**Work order**. Each record below must be retyped exactly, with nothing left out.

**Supplied records**.
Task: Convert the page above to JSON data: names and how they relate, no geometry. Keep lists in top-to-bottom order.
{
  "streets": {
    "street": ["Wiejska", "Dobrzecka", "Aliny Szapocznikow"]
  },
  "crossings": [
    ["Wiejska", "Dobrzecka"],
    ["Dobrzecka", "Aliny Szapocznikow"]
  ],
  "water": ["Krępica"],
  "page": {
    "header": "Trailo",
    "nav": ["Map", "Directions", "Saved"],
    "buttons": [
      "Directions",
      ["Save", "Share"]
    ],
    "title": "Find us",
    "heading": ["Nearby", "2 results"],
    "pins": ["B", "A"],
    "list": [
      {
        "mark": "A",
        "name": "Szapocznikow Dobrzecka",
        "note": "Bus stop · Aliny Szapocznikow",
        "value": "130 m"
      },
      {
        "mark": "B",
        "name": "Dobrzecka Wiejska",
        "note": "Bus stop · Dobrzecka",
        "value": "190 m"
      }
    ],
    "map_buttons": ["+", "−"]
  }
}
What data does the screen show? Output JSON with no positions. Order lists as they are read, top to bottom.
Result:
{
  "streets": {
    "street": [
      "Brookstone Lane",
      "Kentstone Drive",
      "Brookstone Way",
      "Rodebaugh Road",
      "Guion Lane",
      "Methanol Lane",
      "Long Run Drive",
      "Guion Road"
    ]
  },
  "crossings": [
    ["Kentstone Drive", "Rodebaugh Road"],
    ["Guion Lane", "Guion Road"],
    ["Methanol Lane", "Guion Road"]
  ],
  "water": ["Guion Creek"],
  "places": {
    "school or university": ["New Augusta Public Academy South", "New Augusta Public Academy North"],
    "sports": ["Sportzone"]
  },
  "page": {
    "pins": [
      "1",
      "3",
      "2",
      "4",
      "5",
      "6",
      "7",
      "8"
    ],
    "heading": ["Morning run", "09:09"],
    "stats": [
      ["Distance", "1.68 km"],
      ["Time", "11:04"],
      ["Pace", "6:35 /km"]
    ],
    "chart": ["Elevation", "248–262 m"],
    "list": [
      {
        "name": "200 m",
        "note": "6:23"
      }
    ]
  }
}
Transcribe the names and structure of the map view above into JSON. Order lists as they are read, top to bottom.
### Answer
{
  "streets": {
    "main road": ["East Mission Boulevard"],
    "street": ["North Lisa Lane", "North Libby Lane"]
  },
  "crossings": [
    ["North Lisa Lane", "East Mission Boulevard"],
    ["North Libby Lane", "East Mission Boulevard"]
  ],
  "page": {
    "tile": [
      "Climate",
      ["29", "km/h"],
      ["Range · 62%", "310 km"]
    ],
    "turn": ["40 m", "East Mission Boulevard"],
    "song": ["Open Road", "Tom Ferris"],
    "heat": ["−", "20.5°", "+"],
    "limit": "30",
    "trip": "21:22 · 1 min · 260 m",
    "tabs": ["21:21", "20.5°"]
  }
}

**Solution**.
Task: Convert the page above to JSON data: names and how they relate, no geometry. Keep lists in top-to-bottom order.
{
  "streets": {
    "street": ["Wiejska", "Dobrzecka", "Aliny Szapocznikow"]
  },
  "crossings": [
    ["Wiejska", "Dobrzecka"],
    ["Dobrzecka", "Aliny Szapocznikow"]
  ],
  "water": ["Krępica"],
  "page": {
    "header": "Trailo",
    "nav": ["Map", "Directions", "Saved"],
    "buttons": [
      "Directions",
      ["Save", "Share"]
    ],
    "title": "Find us",
    "heading": ["Nearby", "2 results"],
    "pins": ["B", "A"],
    "list": [
      {
        "mark": "A",
        "name": "Szapocznikow Dobrzecka",
        "note": "Bus stop · Aliny Szapocznikow",
        "value": "130 m"
      },
      {
        "mark": "B",
        "name": "Dobrzecka Wiejska",
        "note": "Bus stop · Dobrzecka",
        "value": "190 m"
      }
    ],
    "map_buttons": ["+", "−"]
  }
}
What data does the screen show? Output JSON with no positions. Order lists as they are read, top to bottom.
Result:
{
  "streets": {
    "street": [
      "Brookstone Lane",
      "Kentstone Drive",
      "Brookstone Way",
      "Rodebaugh Road",
      "Guion Lane",
      "Methanol Lane",
      "Long Run Drive",
      "Guion Road"
    ]
  },
  "crossings": [
    ["Kentstone Drive", "Rodebaugh Road"],
    ["Guion Lane", "Guion Road"],
    ["Methanol Lane", "Guion Road"]
  ],
  "water": ["Guion Creek"],
  "places": {
    "school or university": ["New Augusta Public Academy South", "New Augusta Public Academy North"],
    "sports": ["Sportzone"]
  },
  "page": {
    "pins": [
      "1",
      "3",
      "2",
      "4",
      "5",
      "6",
      "7",
      "8"
    ],
    "heading": ["Morning run", "09:09"],
    "stats": [
      ["Distance", "1.68 km"],
      ["Time", "11:04"],
      ["Pace", "6:35 /km"]
    ],
    "chart": ["Elevation", "248–262 m"],
    "list": [
      {
        "name": "200 m",
        "note": "6:23"
      }
    ]
  }
}
Transcribe the names and structure of the map view above into JSON. Order lists as they are read, top to bottom.
### Answer
{
  "streets": {
    "main road": ["East Mission Boulevard"],
    "street": ["North Lisa Lane", "North Libby Lane"]
  },
  "crossings": [
    ["North Lisa Lane", "East Mission Boulevard"],
    ["North Libby Lane", "East Mission Boulevard"]
  ],
  "page": {
    "tile": [
      "Climate",
      ["29", "km/h"],
      ["Range · 62%", "310 km"]
    ],
    "turn": ["40 m", "East Mission Boulevard"],
    "song": ["Open Road", "Tom Ferris"],
    "heat": ["−", "20.5°", "+"],
    "limit": "30",
    "trip": "21:22 · 1 min · 260 m",
    "tabs": ["21:21", "20.5°"]
  }
}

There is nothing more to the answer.